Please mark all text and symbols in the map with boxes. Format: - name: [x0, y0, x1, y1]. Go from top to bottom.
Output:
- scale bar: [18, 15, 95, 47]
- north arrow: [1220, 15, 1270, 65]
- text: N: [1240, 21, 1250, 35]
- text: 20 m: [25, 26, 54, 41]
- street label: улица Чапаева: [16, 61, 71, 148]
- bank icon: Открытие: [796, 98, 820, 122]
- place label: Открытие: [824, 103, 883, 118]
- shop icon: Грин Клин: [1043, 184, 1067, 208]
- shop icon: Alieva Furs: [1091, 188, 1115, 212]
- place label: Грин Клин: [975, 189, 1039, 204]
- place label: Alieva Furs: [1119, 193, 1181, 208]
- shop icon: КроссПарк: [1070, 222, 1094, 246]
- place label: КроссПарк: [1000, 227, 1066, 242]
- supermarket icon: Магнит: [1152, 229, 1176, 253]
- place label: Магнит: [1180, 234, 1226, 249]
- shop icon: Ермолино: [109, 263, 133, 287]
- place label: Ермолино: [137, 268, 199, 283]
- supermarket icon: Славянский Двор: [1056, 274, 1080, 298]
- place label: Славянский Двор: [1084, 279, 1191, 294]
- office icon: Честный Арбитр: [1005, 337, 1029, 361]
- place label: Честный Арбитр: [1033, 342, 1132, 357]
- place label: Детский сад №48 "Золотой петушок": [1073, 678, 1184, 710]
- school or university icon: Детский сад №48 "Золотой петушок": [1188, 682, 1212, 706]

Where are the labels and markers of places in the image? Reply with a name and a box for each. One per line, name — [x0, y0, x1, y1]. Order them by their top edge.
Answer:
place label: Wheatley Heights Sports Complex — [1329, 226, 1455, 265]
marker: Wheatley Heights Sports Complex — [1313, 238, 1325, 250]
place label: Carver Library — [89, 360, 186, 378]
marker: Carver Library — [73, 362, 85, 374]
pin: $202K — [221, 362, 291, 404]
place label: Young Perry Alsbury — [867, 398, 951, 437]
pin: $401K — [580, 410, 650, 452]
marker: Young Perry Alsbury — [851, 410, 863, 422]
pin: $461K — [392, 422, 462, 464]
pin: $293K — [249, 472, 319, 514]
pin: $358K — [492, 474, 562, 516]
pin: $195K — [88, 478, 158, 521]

- - -

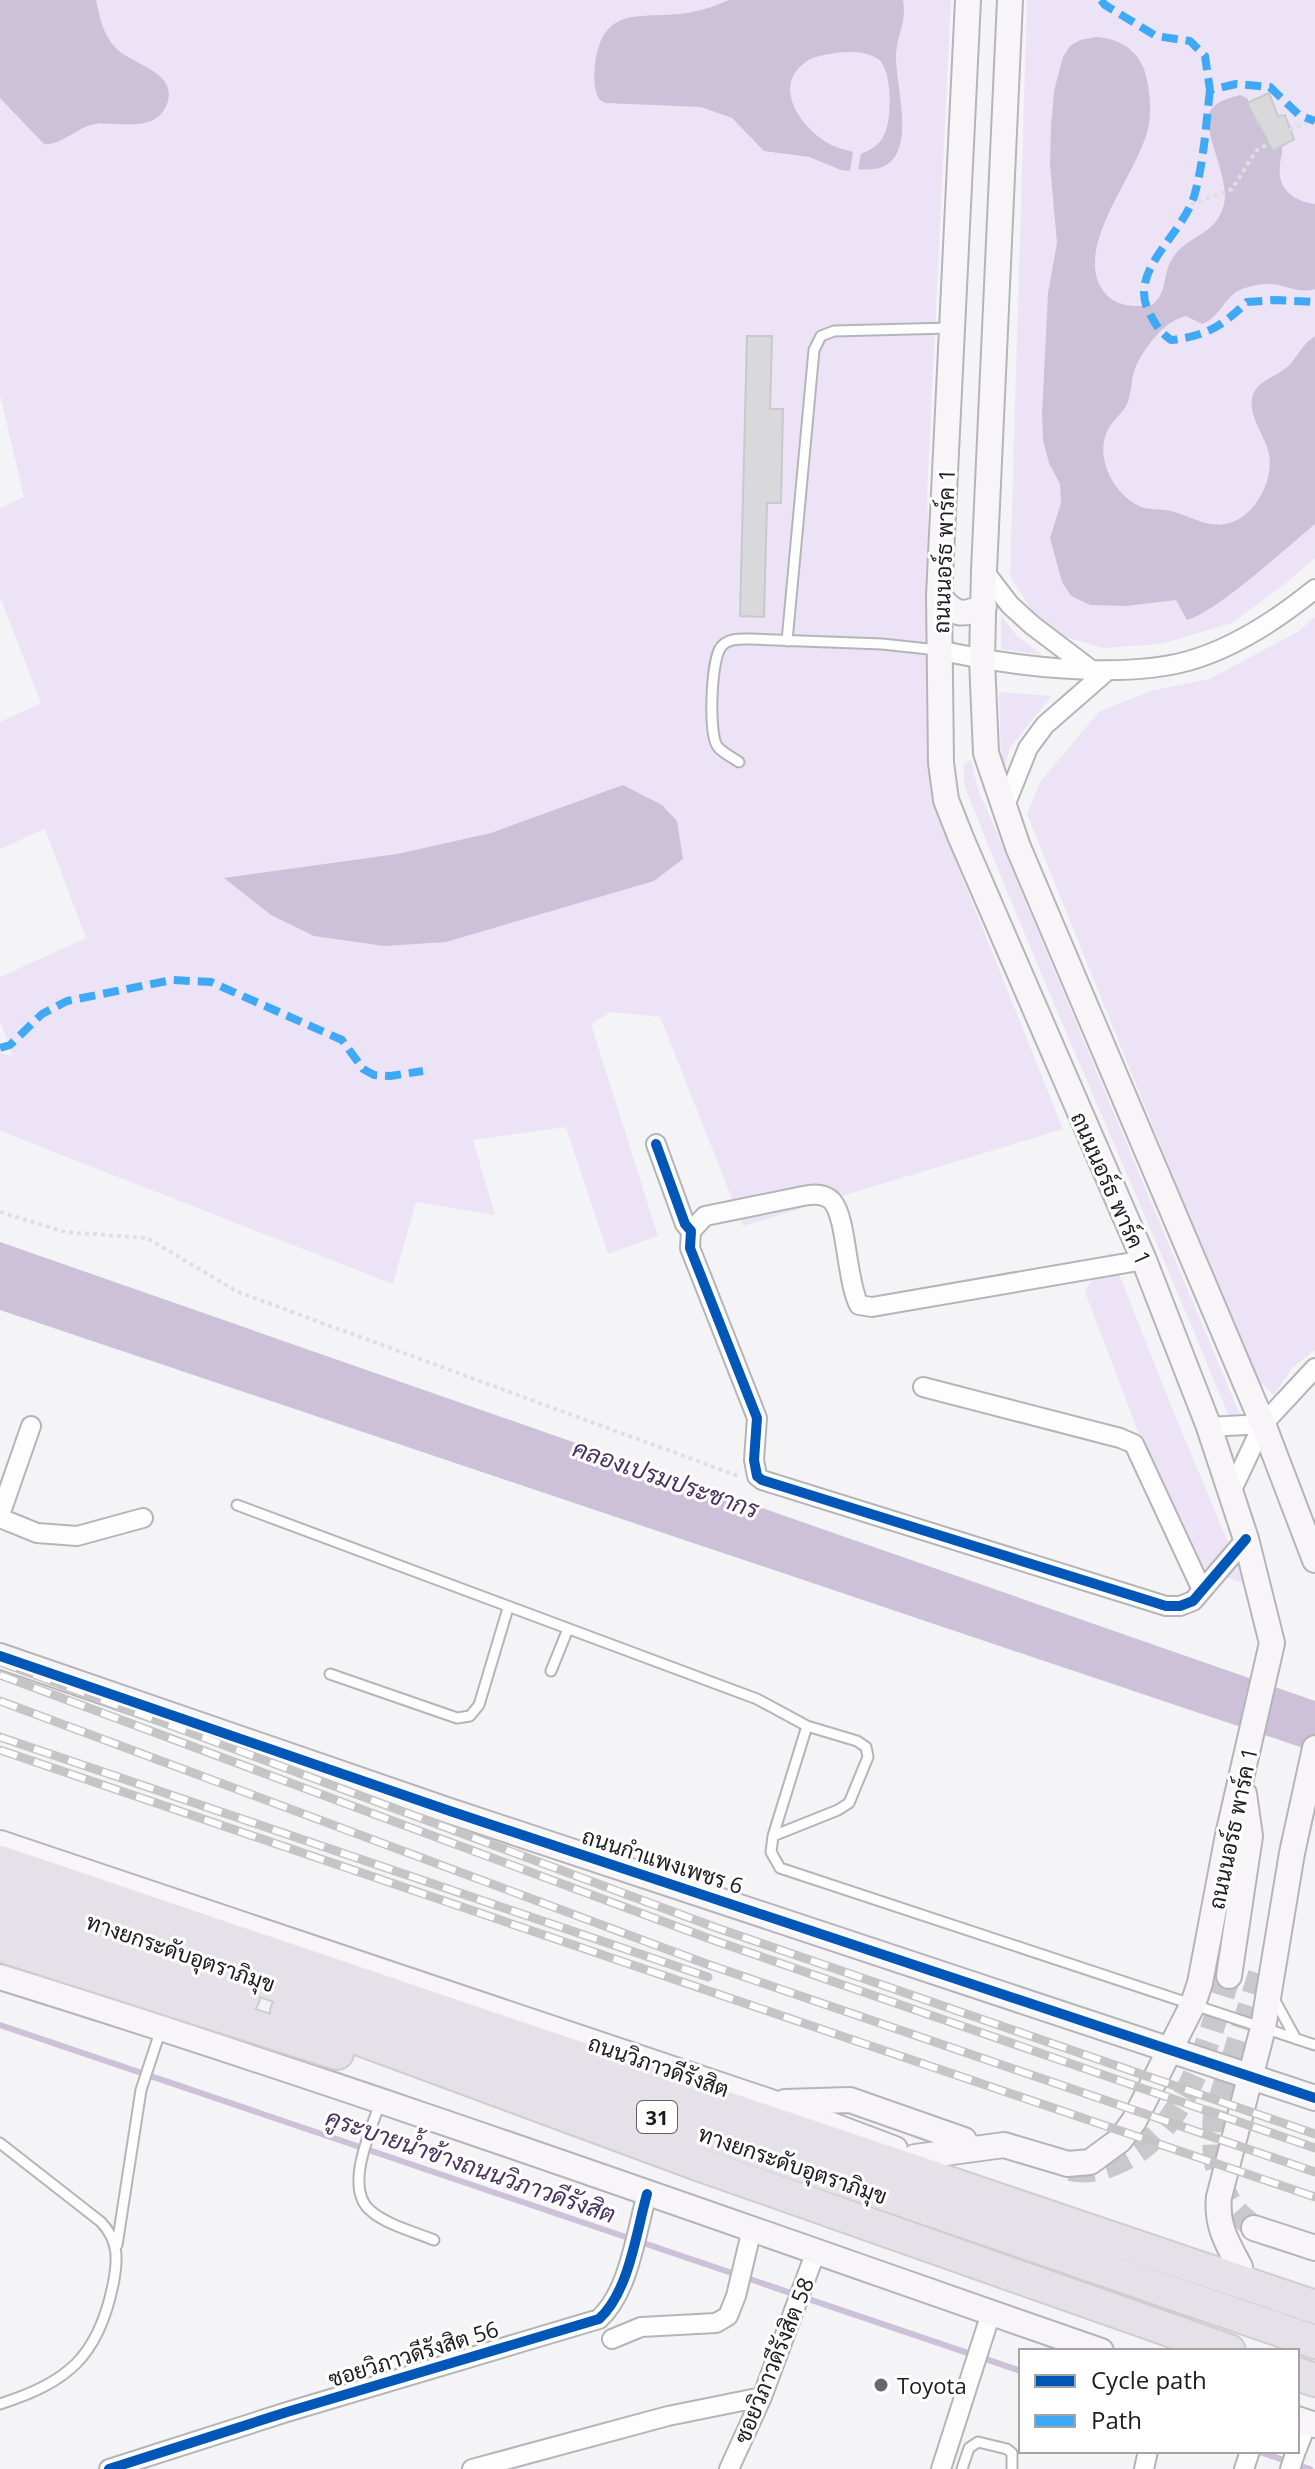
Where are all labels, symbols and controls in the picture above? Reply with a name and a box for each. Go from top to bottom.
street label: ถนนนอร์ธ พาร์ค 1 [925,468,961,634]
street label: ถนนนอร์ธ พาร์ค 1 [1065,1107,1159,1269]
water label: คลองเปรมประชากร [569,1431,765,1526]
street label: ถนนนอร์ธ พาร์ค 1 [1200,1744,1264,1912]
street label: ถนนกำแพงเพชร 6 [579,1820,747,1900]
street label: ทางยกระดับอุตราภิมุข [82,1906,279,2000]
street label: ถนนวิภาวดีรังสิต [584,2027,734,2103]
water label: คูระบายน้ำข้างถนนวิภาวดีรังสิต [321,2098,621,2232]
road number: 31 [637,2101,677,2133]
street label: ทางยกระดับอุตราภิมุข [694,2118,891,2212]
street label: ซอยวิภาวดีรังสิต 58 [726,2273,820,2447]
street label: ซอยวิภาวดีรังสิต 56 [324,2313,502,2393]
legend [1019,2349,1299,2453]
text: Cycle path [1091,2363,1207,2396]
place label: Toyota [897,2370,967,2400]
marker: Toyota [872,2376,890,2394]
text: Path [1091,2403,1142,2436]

- - -

Go through the material above and output exactly the lines from the one containing "Please mark all" through the one containing "Where are the".

## Result
Please mark all text and symbols in the map with boxes. Format: - name: [x0, y0, x1, y1]. Go from top to bottom.
Output:
- scale bar: [18, 15, 95, 47]
- north arrow: [1220, 15, 1270, 65]
- text: N: [1240, 21, 1250, 35]
- text: 20 m: [25, 26, 54, 41]
- street label: улица Чапаева: [16, 61, 71, 148]
- bank icon: Открытие: [796, 98, 820, 122]
- place label: Открытие: [824, 103, 883, 118]
- shop icon: Грин Клин: [1043, 184, 1067, 208]
- shop icon: Alieva Furs: [1091, 188, 1115, 212]
- place label: Грин Клин: [975, 189, 1039, 204]
- place label: Alieva Furs: [1119, 193, 1181, 208]
- shop icon: КроссПарк: [1070, 222, 1094, 246]
- place label: КроссПарк: [1000, 227, 1066, 242]
- supermarket icon: Магнит: [1152, 229, 1176, 253]
- place label: Магнит: [1180, 234, 1226, 249]
- shop icon: Ермолино: [109, 263, 133, 287]
- place label: Ермолино: [137, 268, 199, 283]
- supermarket icon: Славянский Двор: [1056, 274, 1080, 298]
- place label: Славянский Двор: [1084, 279, 1191, 294]
- office icon: Честный Арбитр: [1005, 337, 1029, 361]
- place label: Честный Арбитр: [1033, 342, 1132, 357]
- place label: Детский сад №48 "Золотой петушок": [1073, 678, 1184, 710]
- school or university icon: Детский сад №48 "Золотой петушок": [1188, 682, 1212, 706]

Where are the labels and markers of places in the image? Reply with a name and a box for each. One per line, name — [x0, y0, x1, y1]. Order them by their top edge.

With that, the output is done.